Nick,
I finally solved my problem. Here is my content handler class:
class PageContentHandler < ToXMLContentHandler
attr_accessor :page_tag
attr_accessor :page_number
attr_accessor :page_class
attr_accessor :page_map
def initialize
@page_number = 0
@page_tag = 'div'
@page_class = 'page'
@page_map = Hash.new
end
def startElement(uri, local_name, q_name, atts)
start_page() if @page_tag == q_name and atts.getValue('class') ==
@page_class
end
def endElement(uri, local_name, q_name)
end_page() if @page_tag == q_name
end
def characters(ch, start, length)
if length > 0
builder = StringBuilder.new(length)
builder.append(ch)
@page_map[@page_number] << builder.to_s if @page_number > 0
end
end
def start_page
@page_number = @page_number + 1
@page_map[@page_number] = String.new
end
def end_page
return
end
end
Here is its usage:
parser = AutoDetectParser.new
handler = PageContentHandler.new
parser.parse(input_stream, handler, @metadata_java, ParseContext.new)
puts handler.page_map
I tested it with different pdf documents and it works 100% perfect.

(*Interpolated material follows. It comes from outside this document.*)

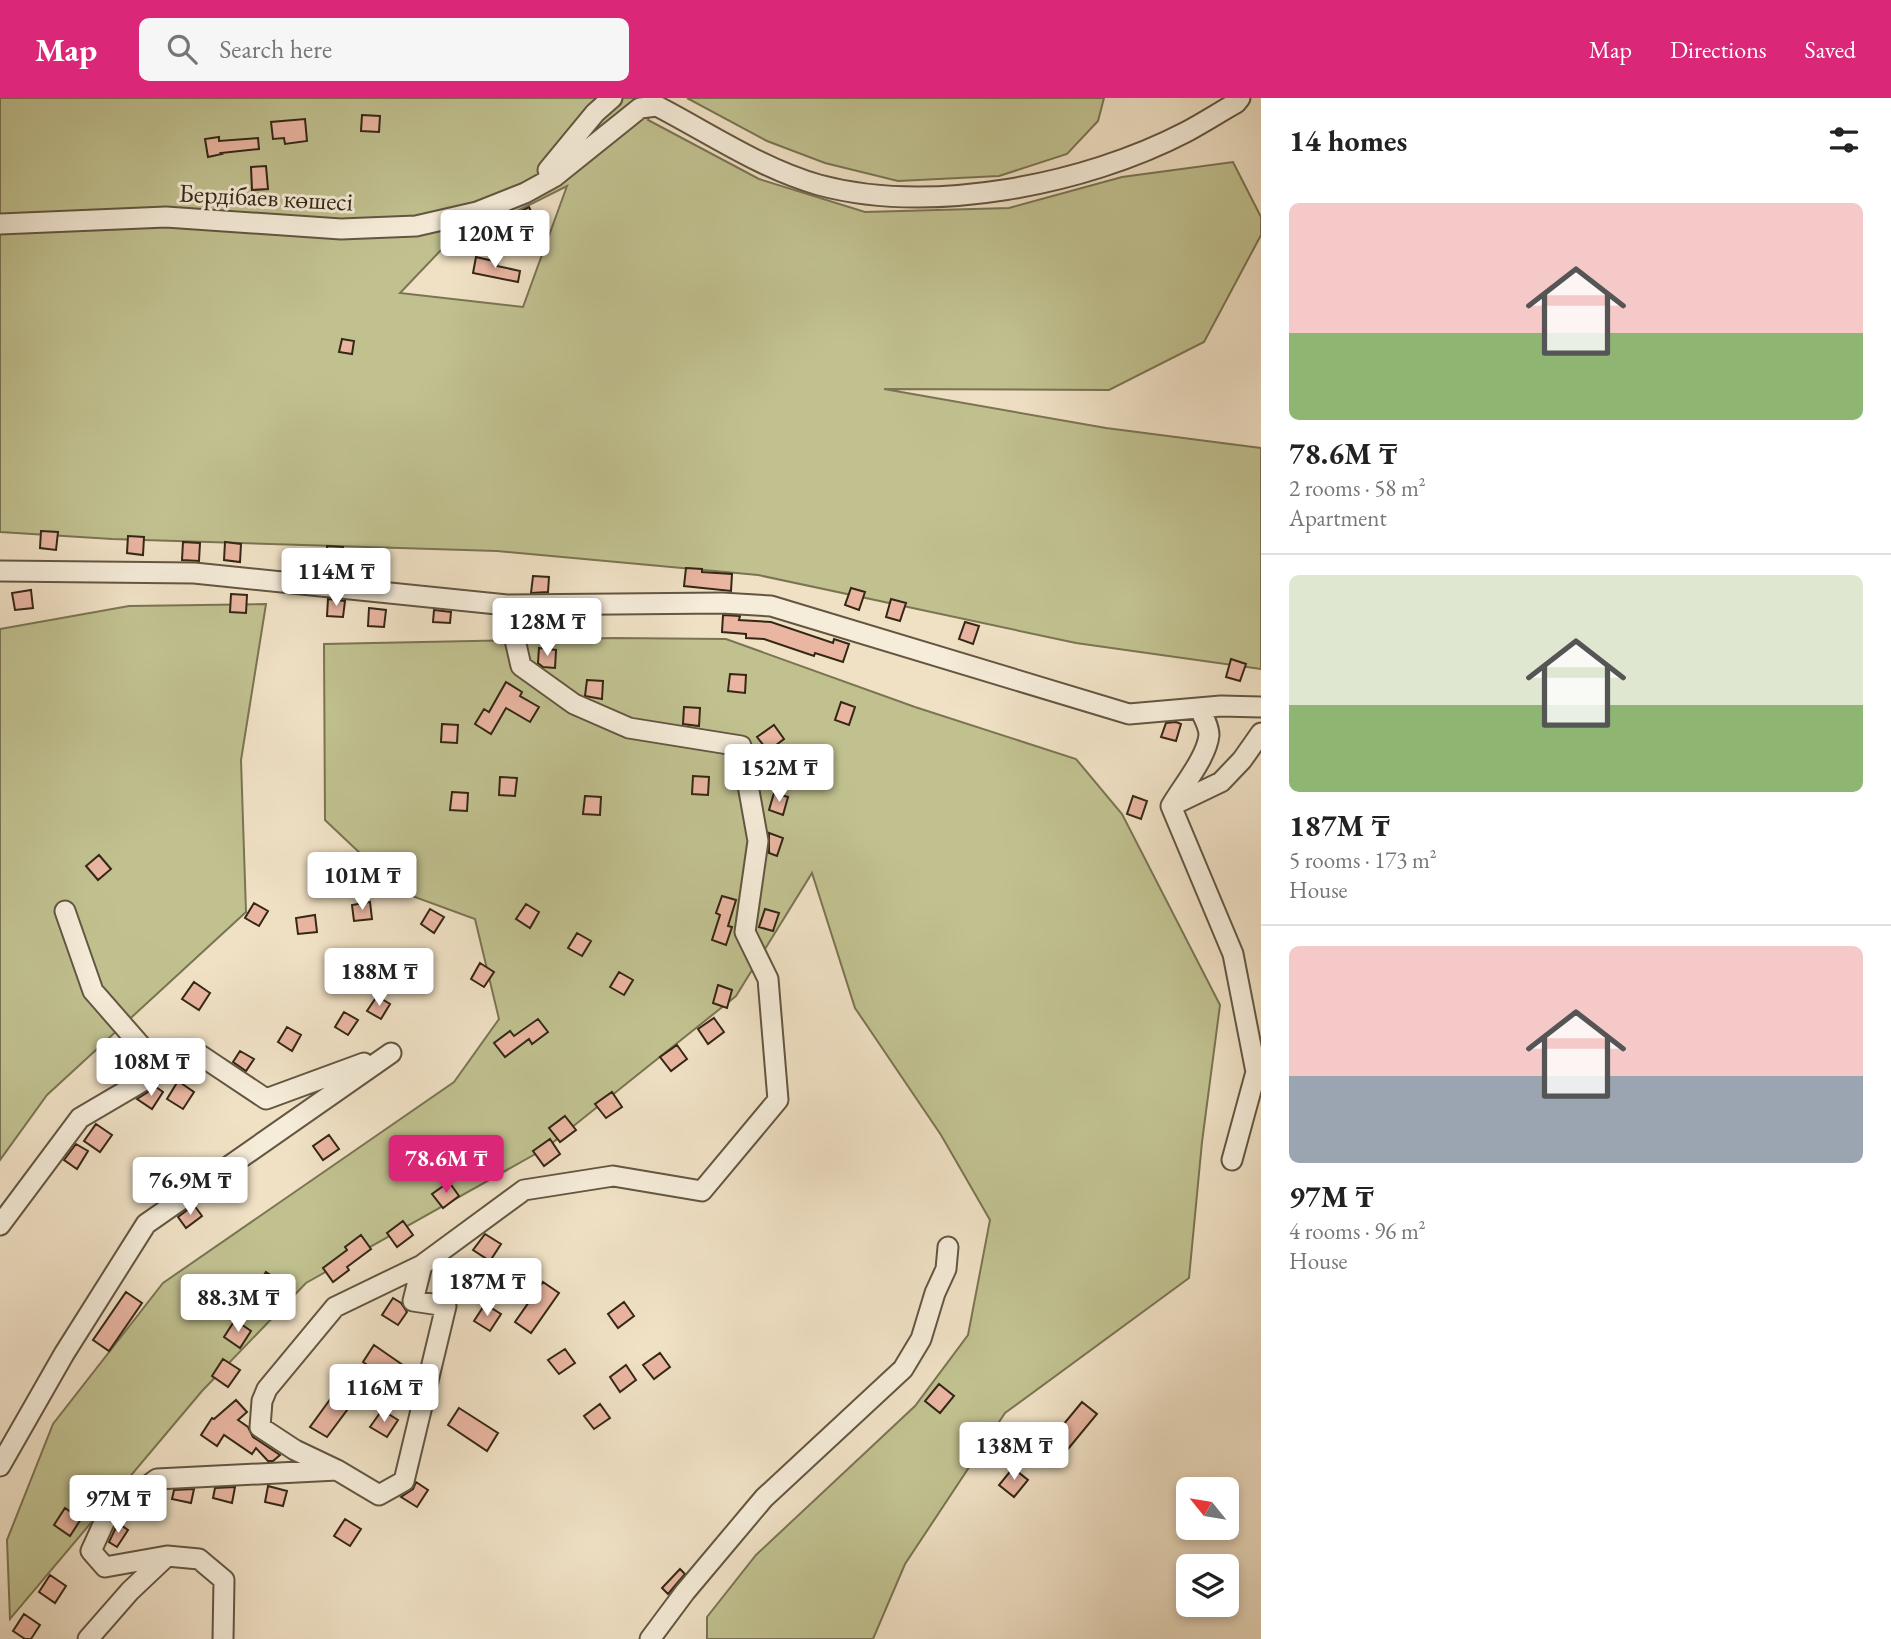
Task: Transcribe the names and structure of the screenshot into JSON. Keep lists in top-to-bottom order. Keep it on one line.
{"streets":{"street":["Бердібаев көшесі"]},"north":"top left","page":{"header":"Map","search":"Search here","nav":["Map","Directions","Saved"],"heading":"14 homes","list":[{"name":"78.6M ₸","note":"2 rooms · 58 m² · Apartment"},{"name":"187M ₸","note":"5 rooms · 173 m² · House"},{"name":"97M ₸","note":"4 rooms · 96 m² · House"}],"price":["120M ₸","114M ₸","128M ₸","152M ₸","101M ₸","188M ₸","108M ₸","78.6M ₸","76.9M ₸","187M ₸","88.3M ₸","116M ₸","138M ₸","97M ₸"]}}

Unfortunately it does not work well with docx format. In checked the XML
format of docx file, it doe not have any div with class page. Instead the
page is identified with <footer> tag. So at the moment I found solution by
converting every document into pdf and then extract content per page.
Regards
Nazar Hussain
On Wed, 15 Jul 2015 at 19:13 Nick Burch <[email protected]> wrote:
> On Wed, 15 Jul 2015, Nazar Hussain wrote:
> > @Matt. I am looking for plain text extraction, no css or xpath. I just
> > want to extract text per page. So I would have array of plain text
> > content on which each index have content of a single page.
>
> You won't be able to do it in the plain-text space. You'll need to extract
> as XHTML, split into pages based on the page divs, then down-convert the
> XHTML for each page into plain text
>
> If you have the plain text, then you've lost the page-break information.
> That's only there in the XHTML
>
> Nick
>